И вот прошло столько лет, что и памяти нет; и давно уже во сне не бегу я, задыхаясь, степью к чему-то нестерпимо прекрасному, и забылись многие имена, лица, стерлись события. Все давно уже неинтересно…
Но вдруг выяснилось: можно поехать. В тот самый город! Запросто! Ничего не стоит, только скажи: туда.

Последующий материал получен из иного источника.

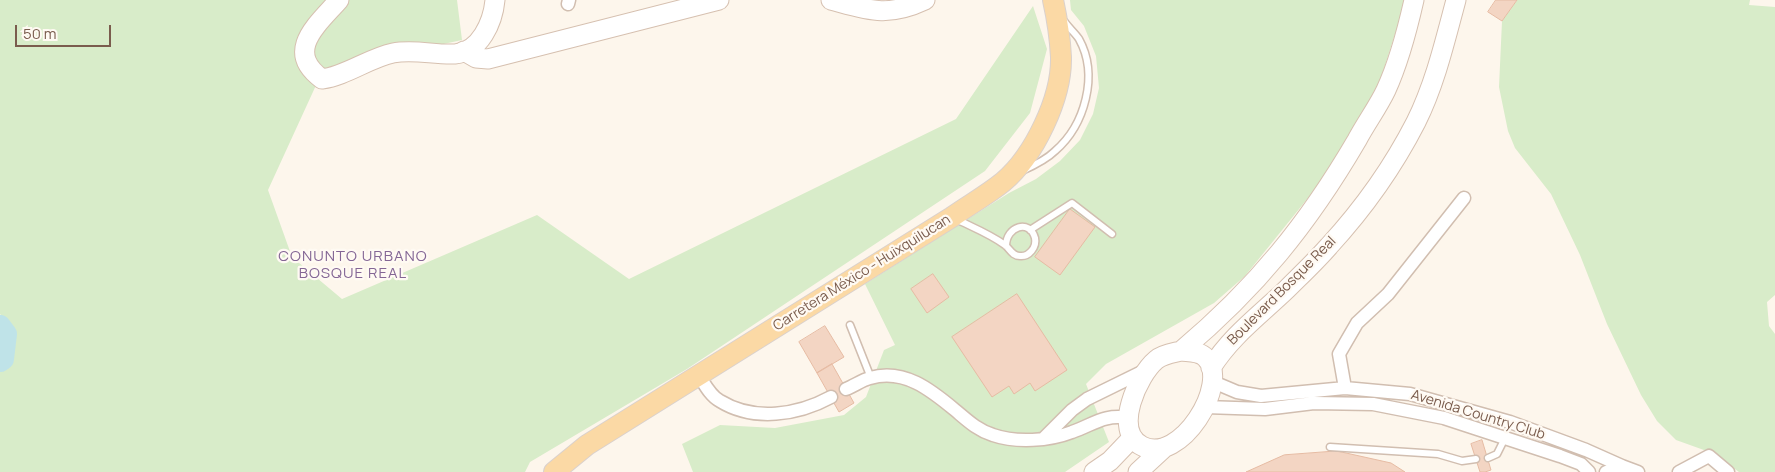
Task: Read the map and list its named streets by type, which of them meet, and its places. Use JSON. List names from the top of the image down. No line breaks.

И я сказал. Сперва сказал, а уж потом подумал: зачем? Ведь писано дураку: «По несчастью или к счастью, истина проста: никогда не возвращайся в прежние места». Но пока голова трезво об этом думала, сердце стучало все яростней и нетерпеливей.
Зеленого вагончика с антенной на месте, само собой, не оказалось. Аэропорт был, как и везде: солидный, бетонный, серый. Снаружи стояли светлые «Волги» с шашечками, совсем как в столицах.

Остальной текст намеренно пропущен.